Records from a data source:
☆ ☆ ☆ ☆

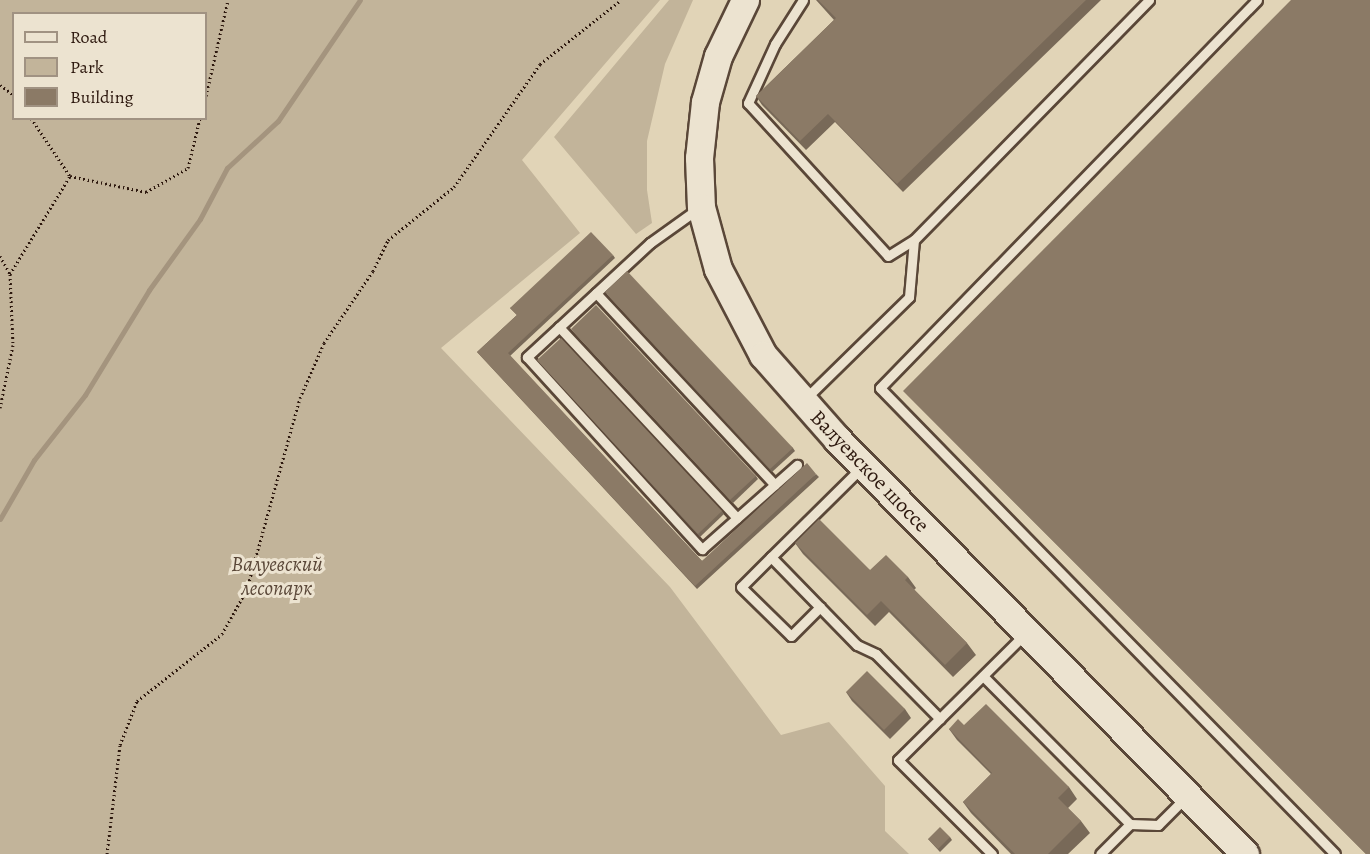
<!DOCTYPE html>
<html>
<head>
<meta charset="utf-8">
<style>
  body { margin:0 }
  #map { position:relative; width:1370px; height:854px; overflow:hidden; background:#e1d4b7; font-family:Alegreya,serif }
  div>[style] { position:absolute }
  .green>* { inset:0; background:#c2b49a }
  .stream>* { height:5px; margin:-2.5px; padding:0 2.5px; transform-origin:2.5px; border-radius:2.5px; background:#a4947e }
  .path>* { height:3px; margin-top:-1.5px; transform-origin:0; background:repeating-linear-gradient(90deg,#2d180e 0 1.5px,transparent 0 4.5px) }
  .roads { filter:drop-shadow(2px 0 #5a4738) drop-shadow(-2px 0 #5a4738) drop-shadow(0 2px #5a4738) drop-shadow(0 -2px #5a4738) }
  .service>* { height:9px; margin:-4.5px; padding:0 4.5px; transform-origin:4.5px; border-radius:4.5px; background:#ece3d0 }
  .secondary>* { height:27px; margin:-13.5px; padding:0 13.5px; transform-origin:13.5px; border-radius:13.5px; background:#ece3d0 }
  .wall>* { inset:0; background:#786958 }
  .building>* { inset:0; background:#8b7a66 }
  span { translate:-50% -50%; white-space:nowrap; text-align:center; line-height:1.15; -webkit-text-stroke:6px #ece3d0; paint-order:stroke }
  .street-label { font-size:21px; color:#2d180e }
  .park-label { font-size:21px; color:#5a4738; font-style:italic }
  .legend { position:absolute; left:12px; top:12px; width:195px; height:108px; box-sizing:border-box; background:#ece3d0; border:2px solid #a09282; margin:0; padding:8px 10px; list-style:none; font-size:18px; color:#2d180e }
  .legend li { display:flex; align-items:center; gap:12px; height:30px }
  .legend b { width:30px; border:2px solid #a09282 }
</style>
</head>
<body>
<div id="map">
  <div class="green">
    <i style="clip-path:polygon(evenodd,0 0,660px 0,522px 160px,580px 233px,441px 348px,670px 587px,781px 735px,829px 722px,885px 786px,885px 831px,909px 854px,0 854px,0 0,14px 14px,206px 14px,206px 118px,14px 118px,14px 14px)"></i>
    <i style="clip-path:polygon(669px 0,693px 0,665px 64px,647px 141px,647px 190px,652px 223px,636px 234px,554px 137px)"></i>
  </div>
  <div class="stream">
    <i style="left:0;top:519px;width:68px;rotate:-60deg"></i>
    <i style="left:34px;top:460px;width:83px;rotate:-51.9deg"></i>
    <i style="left:85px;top:395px;width:123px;rotate:-58.6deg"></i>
    <i style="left:149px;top:290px;width:87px;rotate:-54.3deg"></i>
    <i style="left:200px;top:219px;width:58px;rotate:-62.1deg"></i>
    <i style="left:227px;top:168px;width:69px;rotate:-42.7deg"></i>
    <i style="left:278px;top:121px;width:146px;rotate:-55.9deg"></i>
  </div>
  <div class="path">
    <i style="left:0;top:85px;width:17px;rotate:36deg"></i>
    <i style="left:206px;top:96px;width:98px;rotate:-77.1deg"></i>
    <i style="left:31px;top:118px;width:70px;rotate:56.1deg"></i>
    <i style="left:70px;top:176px;width:78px;rotate:11.9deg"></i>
    <i style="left:146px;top:192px;width:48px;rotate:-29.7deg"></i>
    <i style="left:188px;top:168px;width:51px;rotate:-76.5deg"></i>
    <i style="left:0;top:256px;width:21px;rotate:61deg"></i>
    <i style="left:10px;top:274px;width:71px;rotate:87.6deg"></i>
    <i style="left:13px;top:345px;width:64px;rotate:101.7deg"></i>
    <i style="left:10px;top:274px;width:115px;rotate:-58.5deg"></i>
    <i style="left:107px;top:854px;width:110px;rotate:-83.2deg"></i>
    <i style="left:120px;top:745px;width:47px;rotate:-68.9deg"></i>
    <i style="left:137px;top:701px;width:108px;rotate:-38.2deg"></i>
    <i style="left:222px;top:634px;width:51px;rotate:-60.9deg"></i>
    <i style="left:247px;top:589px;width:198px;rotate:-74.5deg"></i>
    <i style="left:300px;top:398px;width:60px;rotate:-66.4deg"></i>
    <i style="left:324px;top:343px;width:87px;rotate:-55.8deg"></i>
    <i style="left:373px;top:271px;width:34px;rotate:-64deg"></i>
    <i style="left:388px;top:240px;width:85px;rotate:-38.8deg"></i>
    <i style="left:454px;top:187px;width:150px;rotate:-55deg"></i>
    <i style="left:540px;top:64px;width:103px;rotate:-38.3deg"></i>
  </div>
  <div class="roads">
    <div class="service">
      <i style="left:803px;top:0;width:52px;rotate:122.5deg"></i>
      <i style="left:775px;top:44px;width:65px;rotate:114.6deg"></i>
      <i style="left:748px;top:103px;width:207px;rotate:47.5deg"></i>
      <i style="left:888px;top:256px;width:31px;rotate:-32deg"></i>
      <i style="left:914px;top:240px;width:336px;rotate:-45.6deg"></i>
      <i style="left:1257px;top:0;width:541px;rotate:134.18deg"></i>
      <i style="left:880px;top:388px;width:651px;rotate:45.68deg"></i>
      <i style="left:699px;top:208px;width:60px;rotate:144.5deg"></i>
      <i style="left:650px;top:243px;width:168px;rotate:137.2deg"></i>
      <i style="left:527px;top:357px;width:260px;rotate:47.7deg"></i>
      <i style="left:702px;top:549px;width:127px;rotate:-41.5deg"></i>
      <i style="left:596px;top:293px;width:262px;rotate:47deg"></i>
      <i style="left:559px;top:327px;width:261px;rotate:47deg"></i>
      <i style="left:804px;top:400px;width:147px;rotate:-44.4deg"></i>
      <i style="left:909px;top:297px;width:57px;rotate:-85deg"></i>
      <i style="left:862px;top:467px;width:128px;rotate:135.3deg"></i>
      <i style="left:771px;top:557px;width:123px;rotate:45.7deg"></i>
      <i style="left:857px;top:645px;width:21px;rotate:25deg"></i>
      <i style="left:876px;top:654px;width:91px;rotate:45.4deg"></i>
      <i style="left:771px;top:557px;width:42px;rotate:135deg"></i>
      <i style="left:741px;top:587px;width:70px;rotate:44.4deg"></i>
      <i style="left:791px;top:636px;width:41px;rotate:-45deg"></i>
      <i style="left:983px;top:676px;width:209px;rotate:45.2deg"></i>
      <i style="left:1130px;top:824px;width:42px;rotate:135deg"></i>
      <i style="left:1130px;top:824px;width:28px;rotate:2deg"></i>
      <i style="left:1158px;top:825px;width:38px;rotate:-45deg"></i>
      <i style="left:992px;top:854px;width:133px;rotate:-135deg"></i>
      <i style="left:898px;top:760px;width:180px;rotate:-44.8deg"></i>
    </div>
    <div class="secondary">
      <i style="left:745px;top:0;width:62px;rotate:115.7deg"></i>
      <i style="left:718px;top:56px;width:48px;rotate:105.8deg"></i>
      <i style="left:705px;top:102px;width:56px;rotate:96.1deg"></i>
      <i style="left:699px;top:158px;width:49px;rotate:87.7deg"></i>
      <i style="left:701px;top:207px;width:64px;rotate:74.7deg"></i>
      <i style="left:718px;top:269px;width:97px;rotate:62.4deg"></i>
      <i style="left:763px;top:355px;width:112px;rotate:48.6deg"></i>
      <i style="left:837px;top:439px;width:582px;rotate:45.49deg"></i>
    </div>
  </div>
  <div class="wall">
    <i style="clip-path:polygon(816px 0,1101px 0,903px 192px,835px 122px,806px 150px,762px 105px,756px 96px,834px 20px)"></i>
    <i style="clip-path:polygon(613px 255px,615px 258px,510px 356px,702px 561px,816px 474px,819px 477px,697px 589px,477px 352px,517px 315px,510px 308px)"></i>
    <i style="clip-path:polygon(605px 292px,793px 448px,795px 451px,772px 472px)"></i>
    <i style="clip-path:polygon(571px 329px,756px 476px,758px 479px,733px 503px)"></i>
    <i style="clip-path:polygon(537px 360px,722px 511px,724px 514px,700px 537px)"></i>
    <i style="clip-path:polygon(903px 391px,1370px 854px,1366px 854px)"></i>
    <i style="clip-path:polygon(795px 543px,870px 570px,908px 577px,916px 588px,914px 590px,967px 643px,976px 655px,953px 677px,889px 612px,875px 626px,803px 554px)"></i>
    <i style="clip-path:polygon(846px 692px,905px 709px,911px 718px,890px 739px,852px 701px)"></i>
    <i style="clip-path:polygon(964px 725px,1069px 787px,1077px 799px,1068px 808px,1081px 821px,1090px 833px,1068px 854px,1011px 854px,971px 813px,963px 802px,991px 774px,957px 740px,949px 729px)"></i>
    <i style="clip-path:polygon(950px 837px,952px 840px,940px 852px,928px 839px)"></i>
  </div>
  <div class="building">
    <i style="clip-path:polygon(818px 0,1086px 0,897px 184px,828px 114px,800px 141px,756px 96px,836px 18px)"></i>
    <i style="clip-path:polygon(1291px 0,1370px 0,1370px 854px,1366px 854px,903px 391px)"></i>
    <i style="clip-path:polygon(591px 232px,613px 255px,508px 353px,702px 561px,807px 463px,816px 474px,695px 586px,477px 352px,517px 315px,510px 308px)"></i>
    <i style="clip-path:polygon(627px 271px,793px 448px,770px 469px,605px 292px)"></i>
    <i style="clip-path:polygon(596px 305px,756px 476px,730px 500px,571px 329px)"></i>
    <i style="clip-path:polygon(561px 338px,722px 511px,698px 534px,537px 360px)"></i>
    <i style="clip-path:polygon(819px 519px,870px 570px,886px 555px,908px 577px,905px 580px,967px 643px,945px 665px,881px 601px,867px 615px,795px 543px)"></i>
    <i style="clip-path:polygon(867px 671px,905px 709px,884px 730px,846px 692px)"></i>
    <i style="clip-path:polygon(986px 704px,1069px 787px,1058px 798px,1081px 821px,1048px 854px,1015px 854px,963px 802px,992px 773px,949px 729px,958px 719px,964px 725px)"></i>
    <i style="clip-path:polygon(940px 827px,950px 837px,938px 849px,928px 839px)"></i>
  </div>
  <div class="street-label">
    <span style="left:870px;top:471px;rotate:46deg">Валуевское шоссе</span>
  </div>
  <div class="park-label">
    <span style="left:277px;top:576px">Валуевский<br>лесопарк</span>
  </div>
  <ul class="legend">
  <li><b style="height:8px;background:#ece3d0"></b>Road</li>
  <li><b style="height:16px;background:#c2b49a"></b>Park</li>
  <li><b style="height:16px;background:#8b7a66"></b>Building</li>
  </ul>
</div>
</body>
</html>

☆ ☆ ☆ ☆

#### TASK DESCRIPTION
Across the entries, how many lines contain the word "service"? State that number and nothing else.

#### ANSWER SPACE
2